• [Aim of the exercise] Take the data below. Output it exactly from its first line through the line containing "filter:drop-shadow(2px 0 #ada3b7)".

• [Extracted information]
*** Block opens ***

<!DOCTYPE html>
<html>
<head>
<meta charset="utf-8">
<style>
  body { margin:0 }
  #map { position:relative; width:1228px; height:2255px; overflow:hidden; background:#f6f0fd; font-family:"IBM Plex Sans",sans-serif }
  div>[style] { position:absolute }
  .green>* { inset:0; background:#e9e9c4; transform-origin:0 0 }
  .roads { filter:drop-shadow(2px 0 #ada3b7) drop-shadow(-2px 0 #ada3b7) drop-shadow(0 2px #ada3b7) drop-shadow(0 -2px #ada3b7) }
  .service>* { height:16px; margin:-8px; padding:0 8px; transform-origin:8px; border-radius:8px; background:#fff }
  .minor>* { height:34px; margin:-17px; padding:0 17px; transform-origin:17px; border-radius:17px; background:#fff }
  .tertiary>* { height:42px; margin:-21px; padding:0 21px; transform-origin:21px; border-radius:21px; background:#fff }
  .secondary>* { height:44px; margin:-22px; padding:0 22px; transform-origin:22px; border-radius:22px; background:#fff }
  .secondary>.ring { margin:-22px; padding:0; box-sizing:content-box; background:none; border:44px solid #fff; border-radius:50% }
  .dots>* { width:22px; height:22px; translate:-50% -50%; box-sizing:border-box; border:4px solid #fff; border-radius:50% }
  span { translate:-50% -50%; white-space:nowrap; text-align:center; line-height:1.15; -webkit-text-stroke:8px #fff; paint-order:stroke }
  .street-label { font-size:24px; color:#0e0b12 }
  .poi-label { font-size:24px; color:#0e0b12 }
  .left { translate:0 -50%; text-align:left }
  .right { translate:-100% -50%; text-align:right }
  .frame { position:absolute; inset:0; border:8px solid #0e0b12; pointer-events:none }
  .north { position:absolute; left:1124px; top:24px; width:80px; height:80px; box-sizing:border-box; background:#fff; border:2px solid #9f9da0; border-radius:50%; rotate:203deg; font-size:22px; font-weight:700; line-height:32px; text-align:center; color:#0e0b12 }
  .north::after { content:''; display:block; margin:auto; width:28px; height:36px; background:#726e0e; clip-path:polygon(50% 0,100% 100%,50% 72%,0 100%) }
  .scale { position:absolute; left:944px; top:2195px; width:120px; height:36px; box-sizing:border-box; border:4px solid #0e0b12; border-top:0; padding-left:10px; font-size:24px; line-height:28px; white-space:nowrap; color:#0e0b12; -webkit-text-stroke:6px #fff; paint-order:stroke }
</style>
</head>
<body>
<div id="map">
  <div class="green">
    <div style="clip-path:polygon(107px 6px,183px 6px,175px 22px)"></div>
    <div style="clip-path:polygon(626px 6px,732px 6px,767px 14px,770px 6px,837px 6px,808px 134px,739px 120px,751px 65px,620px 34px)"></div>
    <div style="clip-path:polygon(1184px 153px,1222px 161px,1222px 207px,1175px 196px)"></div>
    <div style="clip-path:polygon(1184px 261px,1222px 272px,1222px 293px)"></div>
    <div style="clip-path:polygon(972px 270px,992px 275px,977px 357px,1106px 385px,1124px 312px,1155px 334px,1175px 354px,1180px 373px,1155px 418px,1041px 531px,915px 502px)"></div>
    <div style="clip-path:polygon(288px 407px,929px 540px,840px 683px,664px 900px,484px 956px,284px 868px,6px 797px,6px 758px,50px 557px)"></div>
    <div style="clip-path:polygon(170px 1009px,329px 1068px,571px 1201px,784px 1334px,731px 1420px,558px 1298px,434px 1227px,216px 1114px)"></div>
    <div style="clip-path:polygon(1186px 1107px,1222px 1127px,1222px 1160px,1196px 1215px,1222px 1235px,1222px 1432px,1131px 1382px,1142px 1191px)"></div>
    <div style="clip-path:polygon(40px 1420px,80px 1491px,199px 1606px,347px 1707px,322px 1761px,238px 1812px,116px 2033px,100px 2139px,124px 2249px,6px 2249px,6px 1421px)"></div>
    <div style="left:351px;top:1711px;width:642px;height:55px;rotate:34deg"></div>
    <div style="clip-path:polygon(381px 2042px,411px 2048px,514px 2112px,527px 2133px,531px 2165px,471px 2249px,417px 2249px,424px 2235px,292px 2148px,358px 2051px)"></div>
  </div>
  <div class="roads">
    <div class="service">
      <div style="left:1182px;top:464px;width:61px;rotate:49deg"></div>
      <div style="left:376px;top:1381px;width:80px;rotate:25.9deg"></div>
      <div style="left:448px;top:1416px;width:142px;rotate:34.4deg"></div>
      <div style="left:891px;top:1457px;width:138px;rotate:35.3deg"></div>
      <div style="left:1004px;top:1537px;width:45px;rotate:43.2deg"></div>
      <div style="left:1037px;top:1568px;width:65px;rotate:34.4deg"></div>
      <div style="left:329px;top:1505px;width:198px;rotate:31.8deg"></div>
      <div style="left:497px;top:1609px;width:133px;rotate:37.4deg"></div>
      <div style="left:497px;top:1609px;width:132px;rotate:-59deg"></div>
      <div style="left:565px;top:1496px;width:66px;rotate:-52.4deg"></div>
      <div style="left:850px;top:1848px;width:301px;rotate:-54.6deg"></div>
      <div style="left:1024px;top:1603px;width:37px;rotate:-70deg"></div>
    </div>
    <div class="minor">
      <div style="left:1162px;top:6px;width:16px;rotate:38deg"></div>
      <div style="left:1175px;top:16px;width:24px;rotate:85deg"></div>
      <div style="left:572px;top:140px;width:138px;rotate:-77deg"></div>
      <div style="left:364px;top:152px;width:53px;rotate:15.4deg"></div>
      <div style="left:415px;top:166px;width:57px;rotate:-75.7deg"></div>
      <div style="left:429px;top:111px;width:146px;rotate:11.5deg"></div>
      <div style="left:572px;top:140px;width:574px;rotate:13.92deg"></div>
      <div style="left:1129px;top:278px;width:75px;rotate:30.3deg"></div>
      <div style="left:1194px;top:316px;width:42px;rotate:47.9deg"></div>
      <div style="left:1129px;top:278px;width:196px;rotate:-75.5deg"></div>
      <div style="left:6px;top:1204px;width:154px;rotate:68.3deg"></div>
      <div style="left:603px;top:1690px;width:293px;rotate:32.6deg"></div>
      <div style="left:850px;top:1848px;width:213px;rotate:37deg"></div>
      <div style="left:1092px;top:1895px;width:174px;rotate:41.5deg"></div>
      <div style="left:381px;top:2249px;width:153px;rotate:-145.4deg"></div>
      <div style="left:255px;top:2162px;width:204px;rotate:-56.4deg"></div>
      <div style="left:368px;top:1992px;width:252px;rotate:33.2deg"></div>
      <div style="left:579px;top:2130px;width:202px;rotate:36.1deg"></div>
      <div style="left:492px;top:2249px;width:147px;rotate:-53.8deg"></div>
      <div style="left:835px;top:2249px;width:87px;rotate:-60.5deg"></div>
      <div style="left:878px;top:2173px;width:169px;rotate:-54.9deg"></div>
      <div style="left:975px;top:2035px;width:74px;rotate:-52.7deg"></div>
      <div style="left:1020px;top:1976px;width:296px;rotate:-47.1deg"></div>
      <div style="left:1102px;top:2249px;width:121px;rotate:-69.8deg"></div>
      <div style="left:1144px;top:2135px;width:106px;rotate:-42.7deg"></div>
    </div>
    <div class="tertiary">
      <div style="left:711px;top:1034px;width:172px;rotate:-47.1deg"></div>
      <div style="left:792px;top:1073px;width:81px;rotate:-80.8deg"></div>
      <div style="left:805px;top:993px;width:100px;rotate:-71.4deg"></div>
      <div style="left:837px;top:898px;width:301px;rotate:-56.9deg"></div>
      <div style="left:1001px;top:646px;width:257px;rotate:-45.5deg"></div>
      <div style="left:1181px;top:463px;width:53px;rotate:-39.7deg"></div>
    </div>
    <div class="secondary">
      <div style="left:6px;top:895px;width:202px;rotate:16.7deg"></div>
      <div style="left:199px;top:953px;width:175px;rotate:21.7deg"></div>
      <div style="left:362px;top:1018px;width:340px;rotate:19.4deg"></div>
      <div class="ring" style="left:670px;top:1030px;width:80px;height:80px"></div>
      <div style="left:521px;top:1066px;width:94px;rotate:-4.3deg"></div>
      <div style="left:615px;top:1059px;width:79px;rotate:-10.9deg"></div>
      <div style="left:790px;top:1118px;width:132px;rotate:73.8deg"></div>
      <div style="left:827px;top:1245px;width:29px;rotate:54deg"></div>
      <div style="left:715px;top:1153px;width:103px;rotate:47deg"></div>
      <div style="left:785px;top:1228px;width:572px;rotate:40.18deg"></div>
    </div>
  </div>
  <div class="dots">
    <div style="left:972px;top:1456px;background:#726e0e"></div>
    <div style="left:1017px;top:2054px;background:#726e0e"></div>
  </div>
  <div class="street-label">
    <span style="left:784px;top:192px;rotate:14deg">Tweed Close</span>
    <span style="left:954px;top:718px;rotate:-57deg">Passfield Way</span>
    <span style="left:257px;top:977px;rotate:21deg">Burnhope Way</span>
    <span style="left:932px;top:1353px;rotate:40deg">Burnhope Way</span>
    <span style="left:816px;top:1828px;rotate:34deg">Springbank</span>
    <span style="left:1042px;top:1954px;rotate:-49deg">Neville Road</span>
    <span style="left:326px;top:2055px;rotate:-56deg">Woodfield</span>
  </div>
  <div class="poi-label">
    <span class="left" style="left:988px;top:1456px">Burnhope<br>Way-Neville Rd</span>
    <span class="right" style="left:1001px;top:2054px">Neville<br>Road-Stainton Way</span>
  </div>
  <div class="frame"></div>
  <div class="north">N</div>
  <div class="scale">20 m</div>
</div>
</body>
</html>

*** Block closes ***

• [Your response]
<!DOCTYPE html>
<html>
<head>
<meta charset="utf-8">
<style>
  body { margin:0 }
  #map { position:relative; width:1228px; height:2255px; overflow:hidden; background:#f6f0fd; font-family:"IBM Plex Sans",sans-serif }
  div>[style] { position:absolute }
  .green>* { inset:0; background:#e9e9c4; transform-origin:0 0 }
  .roads { filter:drop-shadow(2px 0 #ada3b7) drop-shadow(-2px 0 #ada3b7) drop-shadow(0 2px #ada3b7) drop-shadow(0 -2px #ada3b7) }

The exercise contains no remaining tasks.